Без всяких приключений войдя в город, путники зашагали по центральной улице. Оранжевые лучи заходящего солнца освещали крытые красной черепицей крыши, отражались в цветных стеклах базилик, еще больше оттеняя черноту за колоннами портиков. К вечеру похолодало, но людей на улицах почти не убавилось.

— Тебе нравится здесь? — неожиданно спросил франк.

— Да, — признался Родион. — А почему ты спрашиваешь?

— Мне тоже нравится. И еще многим нашим, даже почти всем. Именно ради этого Аларих конунг когда-то ходил на Рим!

— Да уж, — Родион усмехнулся. — Все ненавидят римлян и при этом хотят жить, как они.

Если подумать, то за тысячи лет мир не сильно изменился. В России, например, люди в провинциальных городах ненавидят жителей Москвы и Петербурга — и хотят жить, как они. А граждане Молдовы или там, Средней Азии, хотят жить, как россияне. Так и здесь: варвары ненавидят Рим и при этом неудержимо тянутся к нему, если не к культуре его, то хотя бы к комфорту и роскоши. И вот уже скрипят колеса повозок — идет «переселение народов». Изнеженные, развращенные щедрыми государственными подачками, обленившиеся до безобразия римские граждане, даже последние бедняки, не хотят работать, зато варвары готовы взяться за любой труд. Римляне не хотят служить в армии? Зато этого очень хотят галлы и германцы. И вот уже не только рядовой состав, но и командование — сплошь готы, вандалы, аланы, франки. Кто такой Флавий Аэций, великий полководец, затмивший своей славой бесцветного и завистливого подонка — императора Валентиниана? Наполовину варвар и при этом яркий представитель «новых римлян», способных защитить некогда великую империю от бед, в том числе от своих же бывших собратьев. От всех этих «гуннов», которые хотели не столько разрушать, сколько просто жить как люди, то есть как римляне. За этим же едут в Россию гастарбайтеры… и кто будут «новые русские гунны»?

— О чем задумался, друг?

— А? — Радомир встрепенулся. — Да так, о жизни. Думаю, как хорошо, что язык франков похож на готский, иначе как бы мы с тобой друг друга понимали? Ты знаешь латынь?

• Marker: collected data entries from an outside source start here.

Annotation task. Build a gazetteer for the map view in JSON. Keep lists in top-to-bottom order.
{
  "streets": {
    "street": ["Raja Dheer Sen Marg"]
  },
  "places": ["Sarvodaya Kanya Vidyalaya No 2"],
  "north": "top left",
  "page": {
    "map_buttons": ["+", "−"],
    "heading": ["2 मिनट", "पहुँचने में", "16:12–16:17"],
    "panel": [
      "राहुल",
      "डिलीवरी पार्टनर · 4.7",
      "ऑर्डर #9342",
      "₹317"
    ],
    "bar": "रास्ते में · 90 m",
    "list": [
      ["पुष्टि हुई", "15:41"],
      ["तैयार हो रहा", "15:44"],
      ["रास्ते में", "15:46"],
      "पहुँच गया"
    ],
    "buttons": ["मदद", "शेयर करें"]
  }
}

— Понимаю, но сам говорю плохо.

— Хлотарь — твой земляк?

— Земляк, да. Но не родич.

— А херцога Варимберта ты хорошо знаешь?

— Я не настолько знатен, чтобы с ним запросто общаться, но видел, конечно, много раз. Хлотарь с ним довольно близок. А что?

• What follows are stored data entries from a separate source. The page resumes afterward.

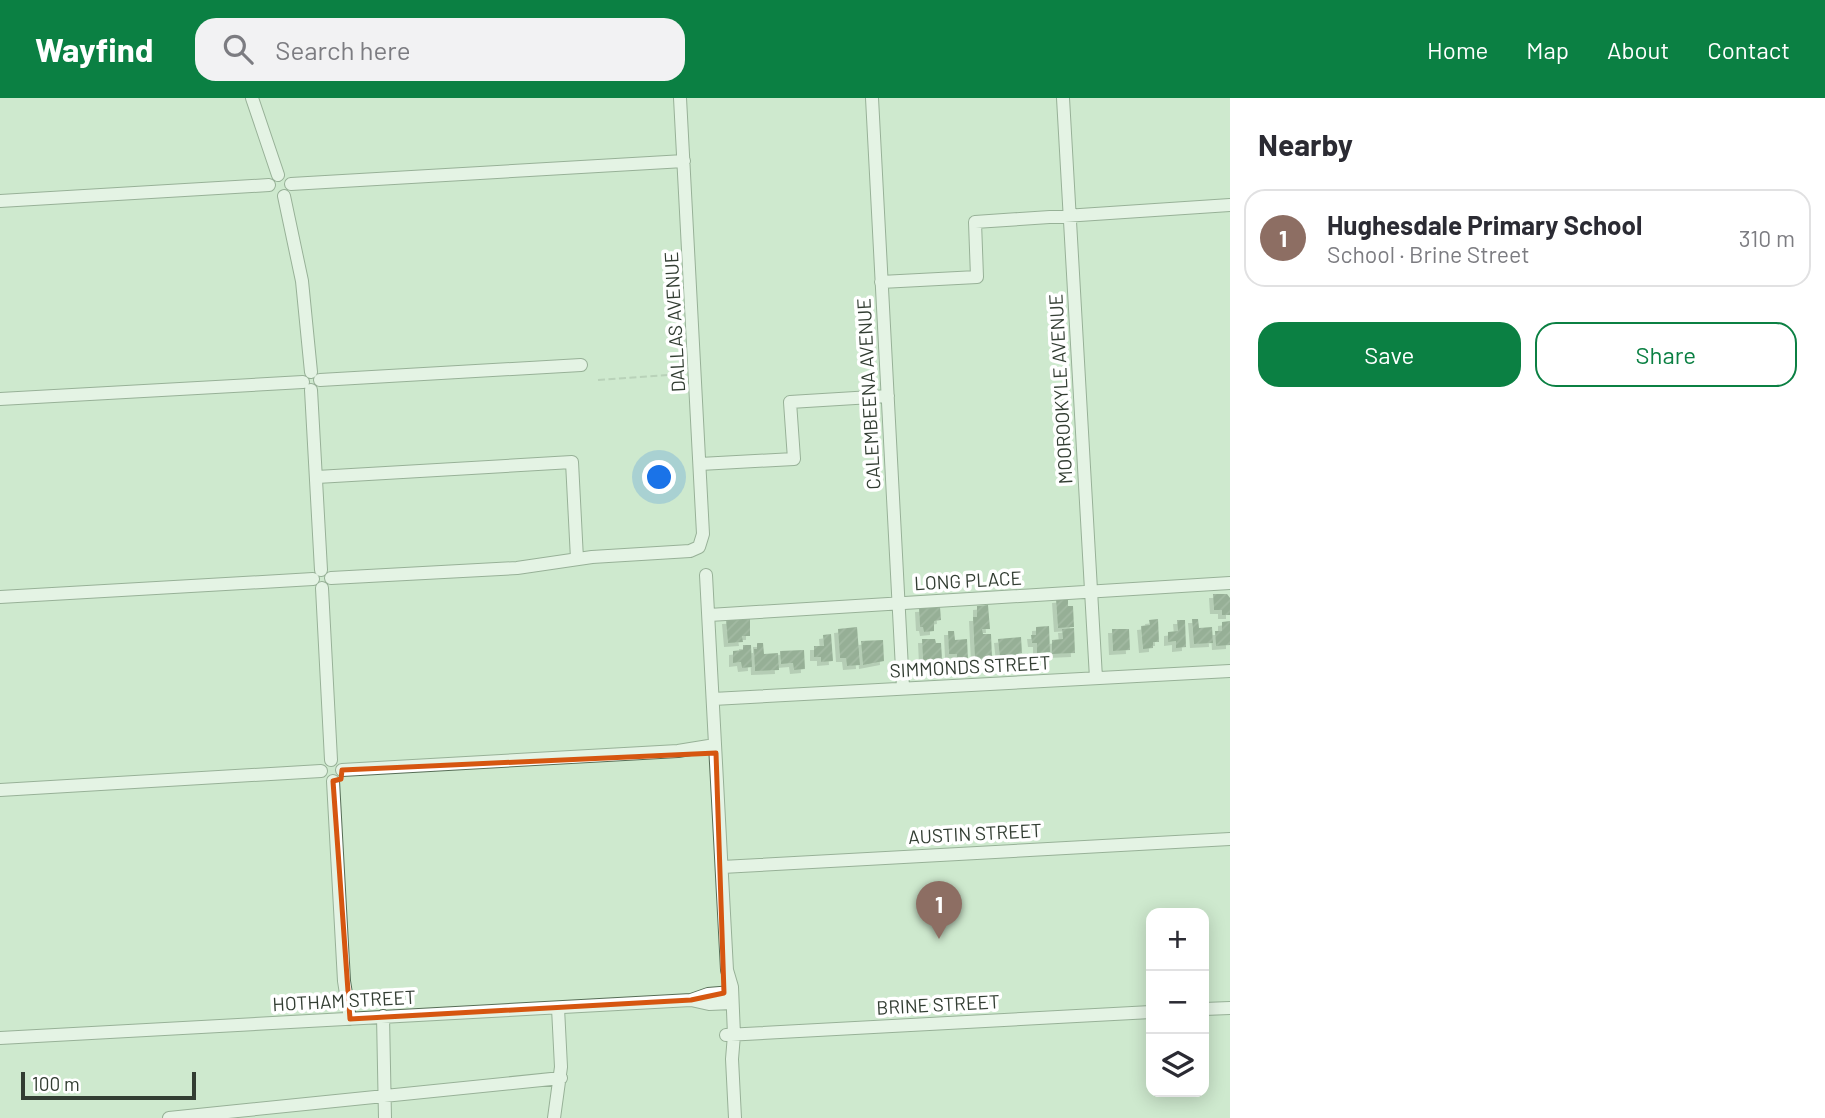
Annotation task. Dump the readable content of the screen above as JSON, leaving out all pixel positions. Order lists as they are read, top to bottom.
{
  "streets": {
    "street": [
      "DALLAS AVENUE",
      "MOOROOKYLE AVENUE",
      "CALEMBEENA AVENUE",
      "LONG PLACE",
      "SIMMONDS STREET",
      "AUSTIN STREET",
      "HOTHAM STREET",
      "BRINE STREET"
    ]
  },
  "crossings": [
    ["MOOROOKYLE AVENUE", "LONG PLACE"],
    ["MOOROOKYLE AVENUE", "SIMMONDS STREET"],
    ["CALEMBEENA AVENUE", "LONG PLACE"],
    ["CALEMBEENA AVENUE", "SIMMONDS STREET"]
  ],
  "scale_bar": "100 m",
  "page": {
    "header": "Wayfind",
    "search": "Search here",
    "nav": [
      "Home",
      "Map",
      "About",
      "Contact"
    ],
    "heading": "Nearby",
    "list": [
      {
        "mark": "1",
        "name": "Hughesdale Primary School",
        "note": "School · Brine Street",
        "value": "310 m"
      }
    ],
    "buttons": ["Save", "Share"],
    "pins": "1",
    "map_buttons": ["+", "−"],
    "scale": "100 m"
  }
}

— Хочу попросить херцога за своего друга, гунна. Он сидит в узилище, но я уверен, что его оклеветали. И даже знаю кто.

— Это все римские подлые обычаи — клевета, доносы! — с неожиданной злостью произнес Витланк. — Не все так хорошо у римлян, наши законы куда лучше и справедливее! Ну, вот как можно бросить человека в узилище по одному доносу, без суда, без свидетелей, поручителей? По-твоему, это справедливо?

— Нет, конечно. Но меня другое сейчас больше волнует: как парня вызволить? Жаль, Хлотарь не зачислил его в наш отряд, Миусс прирожденный разведчик. Может, попросить, чтобы Хлотарь помог выручить и взял к себе? Он там пригодится.

— Ты говоришь, твой друг — настоящий гунн?

— Да, по лицу даже видно.

— Тогда он не знает Галлии, а мы ведь пойдем именно туда. А там от него не будет толку, да и на местных он не похож — только выдаст себя и других да погубит все дело.

— Он может пригодиться в другом. Из лука бьет лучше всех на свете! Сегодня же вечером поговорю о нем с Хлотарем! — убежденно заявил Родион и спросил, помолчав: — Ты не знаешь, что это за город — Равенна?

— Кто же не знает? — Витланк усмехнулся. — Равенна — столица империи! Рим или Медиолан, конечно, и больше, и красивее, но так уж случилось.

— А ты бывал там, в этой Равенне?

— Нет. А тебе-то зачем?

Радомир неожиданно расхохотался:

— Знаешь, дружище Витланк, ты чем-то напоминаешь мне моего братца Тужира — такой же любопытный.

— Любопытство — не порок, поскольку идет на пользу! Так зачем тебе Равенна?

— Так… Может быть, придется там побывать.

— Уж точно побываем, дружище! — смеясь, заверил юный франк. — С мечом и секирой в руках! Но только, думаю, не так скоро. Сначала Галлия, а уж потом Равенна.

Толпы на улицах постепенно редели — торговцы и покупатели с опустевшего рынка переместились в ближайшие таверны, но и те закрывались с наступлением темноты. Стражники громко предлагали всем желающим немедленно покинуть город, ибо ворота скоро будут заперты.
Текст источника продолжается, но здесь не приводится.